DIRECTIONS FOR THIS TASK: Scan the entries below for the string "halo" and copy every line where it turns up.

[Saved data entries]

- - -

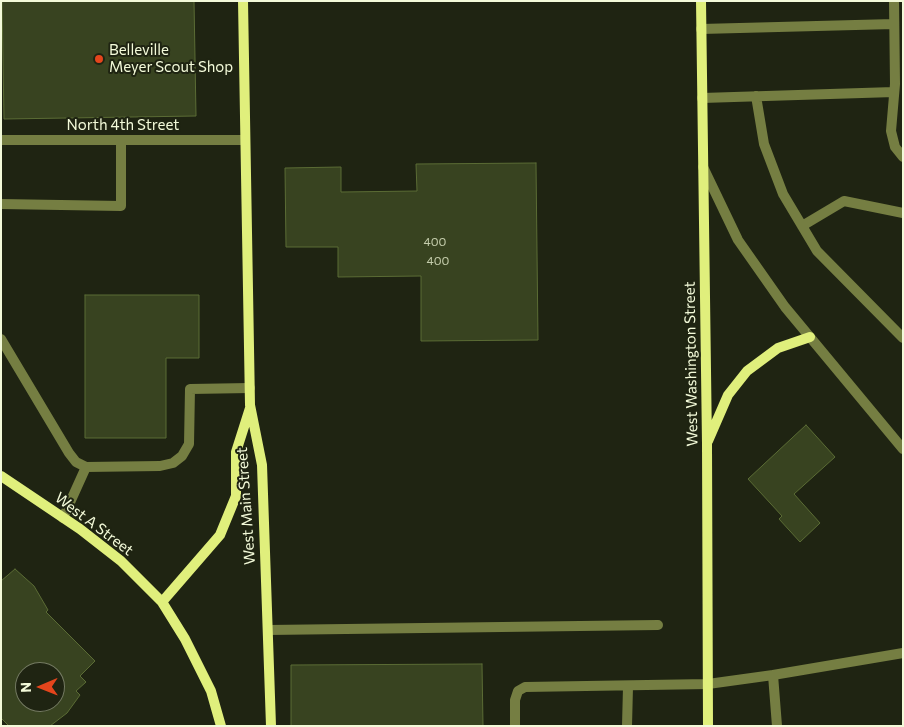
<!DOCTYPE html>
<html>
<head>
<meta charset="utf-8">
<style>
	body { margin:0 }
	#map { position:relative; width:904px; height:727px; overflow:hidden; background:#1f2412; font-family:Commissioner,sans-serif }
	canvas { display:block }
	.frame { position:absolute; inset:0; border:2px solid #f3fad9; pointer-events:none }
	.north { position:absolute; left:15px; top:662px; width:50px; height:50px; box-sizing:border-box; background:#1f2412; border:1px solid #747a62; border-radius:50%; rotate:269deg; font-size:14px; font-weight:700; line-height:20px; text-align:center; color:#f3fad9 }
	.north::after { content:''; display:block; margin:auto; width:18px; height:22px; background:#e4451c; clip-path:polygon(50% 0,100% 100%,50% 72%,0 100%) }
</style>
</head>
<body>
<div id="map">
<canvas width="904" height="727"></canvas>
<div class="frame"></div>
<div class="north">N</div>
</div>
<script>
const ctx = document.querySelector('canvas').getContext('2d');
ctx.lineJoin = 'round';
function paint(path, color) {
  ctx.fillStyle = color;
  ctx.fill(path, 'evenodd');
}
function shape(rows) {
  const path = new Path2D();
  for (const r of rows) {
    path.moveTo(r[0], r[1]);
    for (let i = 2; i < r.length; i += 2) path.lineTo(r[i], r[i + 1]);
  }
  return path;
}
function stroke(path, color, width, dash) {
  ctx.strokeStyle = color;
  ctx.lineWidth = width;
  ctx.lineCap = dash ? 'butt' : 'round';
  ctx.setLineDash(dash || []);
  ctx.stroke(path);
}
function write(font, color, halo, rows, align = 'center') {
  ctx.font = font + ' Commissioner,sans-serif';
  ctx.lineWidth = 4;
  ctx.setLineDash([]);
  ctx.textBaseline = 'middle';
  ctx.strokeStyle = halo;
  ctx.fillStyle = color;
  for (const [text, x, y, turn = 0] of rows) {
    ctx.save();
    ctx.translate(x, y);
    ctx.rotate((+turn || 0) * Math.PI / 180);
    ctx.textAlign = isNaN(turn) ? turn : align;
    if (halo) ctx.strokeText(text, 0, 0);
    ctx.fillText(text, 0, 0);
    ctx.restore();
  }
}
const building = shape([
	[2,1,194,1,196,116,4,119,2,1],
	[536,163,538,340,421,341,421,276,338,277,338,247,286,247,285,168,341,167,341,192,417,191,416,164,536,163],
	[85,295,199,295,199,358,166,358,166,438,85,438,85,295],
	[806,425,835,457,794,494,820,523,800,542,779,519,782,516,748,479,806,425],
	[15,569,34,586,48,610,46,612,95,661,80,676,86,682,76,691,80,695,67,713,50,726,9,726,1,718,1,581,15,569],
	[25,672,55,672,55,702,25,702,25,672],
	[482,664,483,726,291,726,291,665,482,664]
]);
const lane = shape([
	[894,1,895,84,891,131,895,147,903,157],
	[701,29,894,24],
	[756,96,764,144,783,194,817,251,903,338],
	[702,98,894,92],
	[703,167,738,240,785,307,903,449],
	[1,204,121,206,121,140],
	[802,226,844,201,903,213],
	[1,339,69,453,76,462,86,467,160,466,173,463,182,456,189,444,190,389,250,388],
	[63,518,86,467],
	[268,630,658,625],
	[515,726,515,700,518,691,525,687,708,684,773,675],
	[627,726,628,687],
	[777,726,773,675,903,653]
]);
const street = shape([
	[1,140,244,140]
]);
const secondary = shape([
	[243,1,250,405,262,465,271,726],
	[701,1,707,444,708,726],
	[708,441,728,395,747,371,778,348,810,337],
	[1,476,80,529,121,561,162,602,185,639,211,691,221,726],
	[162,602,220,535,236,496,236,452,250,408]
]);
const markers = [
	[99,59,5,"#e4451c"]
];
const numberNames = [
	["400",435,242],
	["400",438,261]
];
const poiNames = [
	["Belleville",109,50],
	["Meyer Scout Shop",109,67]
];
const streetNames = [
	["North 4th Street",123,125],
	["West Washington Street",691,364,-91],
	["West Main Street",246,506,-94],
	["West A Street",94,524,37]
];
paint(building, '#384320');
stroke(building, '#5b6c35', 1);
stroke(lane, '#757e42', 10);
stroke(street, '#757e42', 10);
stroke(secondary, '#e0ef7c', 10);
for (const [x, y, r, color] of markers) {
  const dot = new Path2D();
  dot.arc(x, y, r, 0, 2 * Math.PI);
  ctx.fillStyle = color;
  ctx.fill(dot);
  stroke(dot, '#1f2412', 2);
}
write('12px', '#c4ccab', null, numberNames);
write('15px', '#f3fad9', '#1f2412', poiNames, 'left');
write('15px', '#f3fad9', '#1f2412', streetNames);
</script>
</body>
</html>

- - -

EXERCISE ANSWER:
function write(font, color, halo, rows, align = 'center') {
  ctx.strokeStyle = halo;
    if (halo) ctx.strokeText(text, 0, 0);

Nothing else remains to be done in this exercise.